====== Study material ======

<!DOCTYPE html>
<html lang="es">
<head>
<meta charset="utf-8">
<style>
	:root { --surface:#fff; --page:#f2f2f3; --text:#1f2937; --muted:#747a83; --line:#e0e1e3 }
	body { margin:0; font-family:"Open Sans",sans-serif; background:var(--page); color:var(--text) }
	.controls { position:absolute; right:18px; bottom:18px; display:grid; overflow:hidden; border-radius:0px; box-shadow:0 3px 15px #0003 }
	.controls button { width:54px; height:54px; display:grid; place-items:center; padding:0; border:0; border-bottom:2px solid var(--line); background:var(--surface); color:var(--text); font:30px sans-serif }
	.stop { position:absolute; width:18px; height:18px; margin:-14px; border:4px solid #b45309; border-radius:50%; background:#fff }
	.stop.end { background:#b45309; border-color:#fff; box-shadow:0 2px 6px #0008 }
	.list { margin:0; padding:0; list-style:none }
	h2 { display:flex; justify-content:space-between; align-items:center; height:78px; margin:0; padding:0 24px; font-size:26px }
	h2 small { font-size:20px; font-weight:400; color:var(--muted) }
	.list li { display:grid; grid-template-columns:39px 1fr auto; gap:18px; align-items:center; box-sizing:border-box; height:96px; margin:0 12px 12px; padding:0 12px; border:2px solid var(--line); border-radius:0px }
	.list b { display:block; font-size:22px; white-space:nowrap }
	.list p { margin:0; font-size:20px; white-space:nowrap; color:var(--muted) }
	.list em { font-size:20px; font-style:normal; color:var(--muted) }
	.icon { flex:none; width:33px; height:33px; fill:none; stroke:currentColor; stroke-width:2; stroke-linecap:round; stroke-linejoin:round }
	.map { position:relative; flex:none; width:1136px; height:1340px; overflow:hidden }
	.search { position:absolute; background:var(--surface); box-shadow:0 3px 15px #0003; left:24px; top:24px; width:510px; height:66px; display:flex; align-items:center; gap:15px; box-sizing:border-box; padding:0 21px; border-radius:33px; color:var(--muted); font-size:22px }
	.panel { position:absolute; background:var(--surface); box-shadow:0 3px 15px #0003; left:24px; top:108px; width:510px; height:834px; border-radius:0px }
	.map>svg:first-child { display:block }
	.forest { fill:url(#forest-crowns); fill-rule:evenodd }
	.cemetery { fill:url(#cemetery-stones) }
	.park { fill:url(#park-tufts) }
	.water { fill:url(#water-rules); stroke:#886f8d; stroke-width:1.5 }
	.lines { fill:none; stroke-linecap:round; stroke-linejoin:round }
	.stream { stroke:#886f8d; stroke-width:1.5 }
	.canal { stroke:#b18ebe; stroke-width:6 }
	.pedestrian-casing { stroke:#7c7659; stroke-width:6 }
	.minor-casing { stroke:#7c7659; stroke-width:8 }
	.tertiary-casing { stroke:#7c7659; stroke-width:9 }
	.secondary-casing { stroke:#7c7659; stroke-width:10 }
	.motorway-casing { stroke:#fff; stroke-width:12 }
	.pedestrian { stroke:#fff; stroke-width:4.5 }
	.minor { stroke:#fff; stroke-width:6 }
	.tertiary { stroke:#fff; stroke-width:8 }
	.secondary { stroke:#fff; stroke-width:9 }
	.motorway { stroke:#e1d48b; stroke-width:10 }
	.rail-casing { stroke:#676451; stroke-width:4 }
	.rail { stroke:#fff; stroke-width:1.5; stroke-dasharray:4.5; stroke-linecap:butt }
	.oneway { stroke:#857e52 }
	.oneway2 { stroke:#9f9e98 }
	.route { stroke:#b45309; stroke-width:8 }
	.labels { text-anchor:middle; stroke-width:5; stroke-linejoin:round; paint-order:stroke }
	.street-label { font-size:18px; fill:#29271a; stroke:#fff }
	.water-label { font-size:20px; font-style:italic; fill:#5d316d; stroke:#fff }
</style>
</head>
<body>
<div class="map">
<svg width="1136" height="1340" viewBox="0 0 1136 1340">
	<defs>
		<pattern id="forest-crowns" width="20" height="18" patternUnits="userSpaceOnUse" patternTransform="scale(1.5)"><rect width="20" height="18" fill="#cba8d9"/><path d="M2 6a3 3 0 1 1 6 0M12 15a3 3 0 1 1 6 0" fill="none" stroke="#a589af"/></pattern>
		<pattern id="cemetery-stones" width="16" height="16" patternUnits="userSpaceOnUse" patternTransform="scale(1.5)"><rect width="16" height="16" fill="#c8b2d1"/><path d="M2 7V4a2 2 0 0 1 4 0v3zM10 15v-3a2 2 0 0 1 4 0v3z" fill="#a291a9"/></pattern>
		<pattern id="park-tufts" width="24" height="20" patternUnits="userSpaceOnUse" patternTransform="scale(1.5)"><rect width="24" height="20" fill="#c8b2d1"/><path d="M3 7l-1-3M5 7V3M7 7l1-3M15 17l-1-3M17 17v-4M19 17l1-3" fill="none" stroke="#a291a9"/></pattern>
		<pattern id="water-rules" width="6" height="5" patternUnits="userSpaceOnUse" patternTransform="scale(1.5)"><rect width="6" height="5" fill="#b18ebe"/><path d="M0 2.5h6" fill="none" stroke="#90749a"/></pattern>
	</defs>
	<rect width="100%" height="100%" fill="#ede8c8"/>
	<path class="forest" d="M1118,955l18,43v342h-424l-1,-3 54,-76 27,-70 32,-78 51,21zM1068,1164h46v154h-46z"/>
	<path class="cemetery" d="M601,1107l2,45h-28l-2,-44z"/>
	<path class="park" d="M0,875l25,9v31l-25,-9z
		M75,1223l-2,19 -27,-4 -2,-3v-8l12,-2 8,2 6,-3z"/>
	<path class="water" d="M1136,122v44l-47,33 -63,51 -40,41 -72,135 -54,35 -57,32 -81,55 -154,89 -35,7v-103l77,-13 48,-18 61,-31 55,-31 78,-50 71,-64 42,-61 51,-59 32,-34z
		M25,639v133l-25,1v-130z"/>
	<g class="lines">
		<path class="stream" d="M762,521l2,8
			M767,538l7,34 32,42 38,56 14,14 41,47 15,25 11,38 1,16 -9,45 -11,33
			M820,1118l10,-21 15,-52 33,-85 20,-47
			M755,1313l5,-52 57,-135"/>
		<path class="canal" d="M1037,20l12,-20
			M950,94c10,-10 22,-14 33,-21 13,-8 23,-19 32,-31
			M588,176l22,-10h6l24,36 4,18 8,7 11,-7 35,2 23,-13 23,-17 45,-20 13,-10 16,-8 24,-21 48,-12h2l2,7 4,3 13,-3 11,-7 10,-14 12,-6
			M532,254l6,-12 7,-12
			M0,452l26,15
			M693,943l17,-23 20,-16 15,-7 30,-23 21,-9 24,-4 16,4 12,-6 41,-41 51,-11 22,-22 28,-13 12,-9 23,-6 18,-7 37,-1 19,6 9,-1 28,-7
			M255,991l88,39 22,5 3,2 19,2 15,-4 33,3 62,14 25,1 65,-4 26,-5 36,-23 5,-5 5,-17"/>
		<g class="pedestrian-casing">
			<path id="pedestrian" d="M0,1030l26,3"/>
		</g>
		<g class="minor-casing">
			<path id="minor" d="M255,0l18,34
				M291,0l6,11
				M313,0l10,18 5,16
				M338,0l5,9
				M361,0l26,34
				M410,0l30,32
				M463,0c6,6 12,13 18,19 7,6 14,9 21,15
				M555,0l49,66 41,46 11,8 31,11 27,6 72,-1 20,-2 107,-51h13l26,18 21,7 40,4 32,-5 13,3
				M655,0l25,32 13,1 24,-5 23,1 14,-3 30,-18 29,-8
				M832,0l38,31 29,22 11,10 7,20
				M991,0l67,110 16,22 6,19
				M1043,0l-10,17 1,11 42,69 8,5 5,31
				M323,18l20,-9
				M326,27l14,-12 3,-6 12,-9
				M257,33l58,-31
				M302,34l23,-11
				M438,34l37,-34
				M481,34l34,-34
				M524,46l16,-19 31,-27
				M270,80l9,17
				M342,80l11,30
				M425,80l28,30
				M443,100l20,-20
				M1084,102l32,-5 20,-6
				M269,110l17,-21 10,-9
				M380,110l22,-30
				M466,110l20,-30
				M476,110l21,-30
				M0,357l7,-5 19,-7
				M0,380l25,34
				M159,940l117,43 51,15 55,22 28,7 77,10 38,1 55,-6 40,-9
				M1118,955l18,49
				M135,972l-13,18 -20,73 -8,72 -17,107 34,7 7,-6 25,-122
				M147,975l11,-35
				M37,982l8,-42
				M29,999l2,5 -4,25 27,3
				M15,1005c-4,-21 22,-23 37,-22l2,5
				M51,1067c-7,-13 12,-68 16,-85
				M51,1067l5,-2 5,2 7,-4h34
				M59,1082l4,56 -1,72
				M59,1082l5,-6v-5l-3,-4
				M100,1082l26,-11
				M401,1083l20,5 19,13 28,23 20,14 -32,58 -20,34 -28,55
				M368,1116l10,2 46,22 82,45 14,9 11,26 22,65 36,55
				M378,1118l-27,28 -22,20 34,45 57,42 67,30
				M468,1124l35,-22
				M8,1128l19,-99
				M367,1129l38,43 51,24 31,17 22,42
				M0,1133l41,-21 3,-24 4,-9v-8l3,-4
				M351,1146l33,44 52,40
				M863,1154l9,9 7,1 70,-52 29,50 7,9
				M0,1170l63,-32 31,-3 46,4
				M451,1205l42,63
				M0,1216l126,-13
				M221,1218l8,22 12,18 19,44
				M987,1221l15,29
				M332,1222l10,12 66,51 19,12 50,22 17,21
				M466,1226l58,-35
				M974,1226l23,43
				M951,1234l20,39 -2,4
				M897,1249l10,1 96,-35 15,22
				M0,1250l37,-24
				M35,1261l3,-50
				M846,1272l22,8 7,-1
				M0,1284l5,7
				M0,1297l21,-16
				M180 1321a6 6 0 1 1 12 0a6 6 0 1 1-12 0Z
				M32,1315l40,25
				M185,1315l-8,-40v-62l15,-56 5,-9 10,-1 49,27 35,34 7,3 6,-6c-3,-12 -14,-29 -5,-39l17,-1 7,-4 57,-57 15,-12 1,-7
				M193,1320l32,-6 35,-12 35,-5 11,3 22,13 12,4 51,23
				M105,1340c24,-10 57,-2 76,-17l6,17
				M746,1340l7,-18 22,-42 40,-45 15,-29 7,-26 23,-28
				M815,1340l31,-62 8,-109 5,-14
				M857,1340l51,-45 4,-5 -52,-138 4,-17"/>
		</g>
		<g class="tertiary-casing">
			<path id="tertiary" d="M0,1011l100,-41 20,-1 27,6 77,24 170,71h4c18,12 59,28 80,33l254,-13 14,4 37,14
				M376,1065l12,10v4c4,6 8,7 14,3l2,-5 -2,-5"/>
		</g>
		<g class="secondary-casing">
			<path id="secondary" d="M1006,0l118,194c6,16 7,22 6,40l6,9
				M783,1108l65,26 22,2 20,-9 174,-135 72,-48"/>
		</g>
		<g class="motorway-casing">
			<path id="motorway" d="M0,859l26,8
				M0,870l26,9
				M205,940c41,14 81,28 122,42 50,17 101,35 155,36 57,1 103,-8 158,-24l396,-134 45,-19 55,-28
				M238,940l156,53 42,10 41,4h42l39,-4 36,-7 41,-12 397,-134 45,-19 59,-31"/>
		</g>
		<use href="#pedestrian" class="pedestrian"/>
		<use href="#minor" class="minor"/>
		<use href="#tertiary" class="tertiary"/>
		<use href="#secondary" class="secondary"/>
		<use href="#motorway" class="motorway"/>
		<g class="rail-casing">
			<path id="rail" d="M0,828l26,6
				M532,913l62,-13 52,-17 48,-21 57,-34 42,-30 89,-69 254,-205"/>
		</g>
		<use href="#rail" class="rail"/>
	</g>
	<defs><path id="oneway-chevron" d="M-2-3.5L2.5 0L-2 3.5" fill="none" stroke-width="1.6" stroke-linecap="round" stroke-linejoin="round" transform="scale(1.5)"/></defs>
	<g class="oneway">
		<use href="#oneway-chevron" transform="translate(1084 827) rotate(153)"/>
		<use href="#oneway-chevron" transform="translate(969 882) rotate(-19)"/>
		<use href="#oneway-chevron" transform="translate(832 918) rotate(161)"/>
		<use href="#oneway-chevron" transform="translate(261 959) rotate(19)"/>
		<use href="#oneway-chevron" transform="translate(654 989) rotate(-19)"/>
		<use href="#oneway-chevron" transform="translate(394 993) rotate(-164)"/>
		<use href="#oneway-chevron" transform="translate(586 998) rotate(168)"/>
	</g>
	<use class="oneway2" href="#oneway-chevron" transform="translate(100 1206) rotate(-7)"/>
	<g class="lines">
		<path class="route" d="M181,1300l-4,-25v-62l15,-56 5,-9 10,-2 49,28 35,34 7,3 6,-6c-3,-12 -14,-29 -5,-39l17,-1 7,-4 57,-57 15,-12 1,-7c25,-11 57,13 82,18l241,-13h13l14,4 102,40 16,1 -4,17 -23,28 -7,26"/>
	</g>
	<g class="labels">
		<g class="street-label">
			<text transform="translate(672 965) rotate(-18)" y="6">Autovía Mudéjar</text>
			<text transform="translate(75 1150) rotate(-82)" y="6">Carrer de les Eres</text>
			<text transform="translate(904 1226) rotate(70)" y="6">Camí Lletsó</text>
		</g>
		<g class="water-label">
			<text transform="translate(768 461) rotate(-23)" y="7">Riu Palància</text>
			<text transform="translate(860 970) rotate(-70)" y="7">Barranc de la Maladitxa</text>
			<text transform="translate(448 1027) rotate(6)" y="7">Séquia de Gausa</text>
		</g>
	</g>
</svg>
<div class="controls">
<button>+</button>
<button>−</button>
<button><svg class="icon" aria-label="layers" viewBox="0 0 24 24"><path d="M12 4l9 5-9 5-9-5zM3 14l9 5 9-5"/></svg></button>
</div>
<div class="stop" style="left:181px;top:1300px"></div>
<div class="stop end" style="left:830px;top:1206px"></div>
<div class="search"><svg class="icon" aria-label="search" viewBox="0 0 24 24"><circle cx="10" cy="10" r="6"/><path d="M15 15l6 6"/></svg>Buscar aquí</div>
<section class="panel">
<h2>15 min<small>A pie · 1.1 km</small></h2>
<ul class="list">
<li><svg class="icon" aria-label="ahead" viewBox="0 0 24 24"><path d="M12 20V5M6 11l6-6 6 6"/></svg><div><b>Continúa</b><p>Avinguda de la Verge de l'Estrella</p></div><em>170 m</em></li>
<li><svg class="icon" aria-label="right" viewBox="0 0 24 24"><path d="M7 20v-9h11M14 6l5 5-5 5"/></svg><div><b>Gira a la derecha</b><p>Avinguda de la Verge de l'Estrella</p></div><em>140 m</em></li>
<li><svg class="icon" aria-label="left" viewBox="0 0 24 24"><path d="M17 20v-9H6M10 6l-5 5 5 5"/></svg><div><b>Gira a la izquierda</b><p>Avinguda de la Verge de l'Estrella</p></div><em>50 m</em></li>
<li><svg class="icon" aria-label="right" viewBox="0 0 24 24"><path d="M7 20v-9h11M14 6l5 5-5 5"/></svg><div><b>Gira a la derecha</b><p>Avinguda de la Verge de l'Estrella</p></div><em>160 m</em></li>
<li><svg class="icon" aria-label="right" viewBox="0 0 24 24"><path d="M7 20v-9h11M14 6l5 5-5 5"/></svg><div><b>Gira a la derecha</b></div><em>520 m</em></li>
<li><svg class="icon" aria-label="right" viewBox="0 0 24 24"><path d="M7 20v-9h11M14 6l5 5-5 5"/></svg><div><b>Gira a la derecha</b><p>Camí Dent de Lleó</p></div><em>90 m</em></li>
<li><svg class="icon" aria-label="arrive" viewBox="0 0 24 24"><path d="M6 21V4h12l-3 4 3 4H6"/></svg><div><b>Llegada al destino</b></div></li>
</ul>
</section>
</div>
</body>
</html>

======

From the opening line of the data above through the line holding "flex:none; width:33px; height:33px;", give every line again exactly as it stands.

Expected answer
<!DOCTYPE html>
<html lang="es">
<head>
<meta charset="utf-8">
<style>
	:root { --surface:#fff; --page:#f2f2f3; --text:#1f2937; --muted:#747a83; --line:#e0e1e3 }
	body { margin:0; font-family:"Open Sans",sans-serif; background:var(--page); color:var(--text) }
	.controls { position:absolute; right:18px; bottom:18px; display:grid; overflow:hidden; border-radius:0px; box-shadow:0 3px 15px #0003 }
	.controls button { width:54px; height:54px; display:grid; place-items:center; padding:0; border:0; border-bottom:2px solid var(--line); background:var(--surface); color:var(--text); font:30px sans-serif }
	.stop { position:absolute; width:18px; height:18px; margin:-14px; border:4px solid #b45309; border-radius:50%; background:#fff }
	.stop.end { background:#b45309; border-color:#fff; box-shadow:0 2px 6px #0008 }
	.list { margin:0; padding:0; list-style:none }
	h2 { display:flex; justify-content:space-between; align-items:center; height:78px; margin:0; padding:0 24px; font-size:26px }
	h2 small { font-size:20px; font-weight:400; color:var(--muted) }
	.list li { display:grid; grid-template-columns:39px 1fr auto; gap:18px; align-items:center; box-sizing:border-box; height:96px; margin:0 12px 12px; padding:0 12px; border:2px solid var(--line); border-radius:0px }
	.list b { display:block; font-size:22px; white-space:nowrap }
	.list p { margin:0; font-size:20px; white-space:nowrap; color:var(--muted) }
	.list em { font-size:20px; font-style:normal; color:var(--muted) }
	.icon { flex:none; width:33px; height:33px; fill:none; stroke:currentColor; stroke-width:2; stroke-linecap:round; stroke-linejoin:round }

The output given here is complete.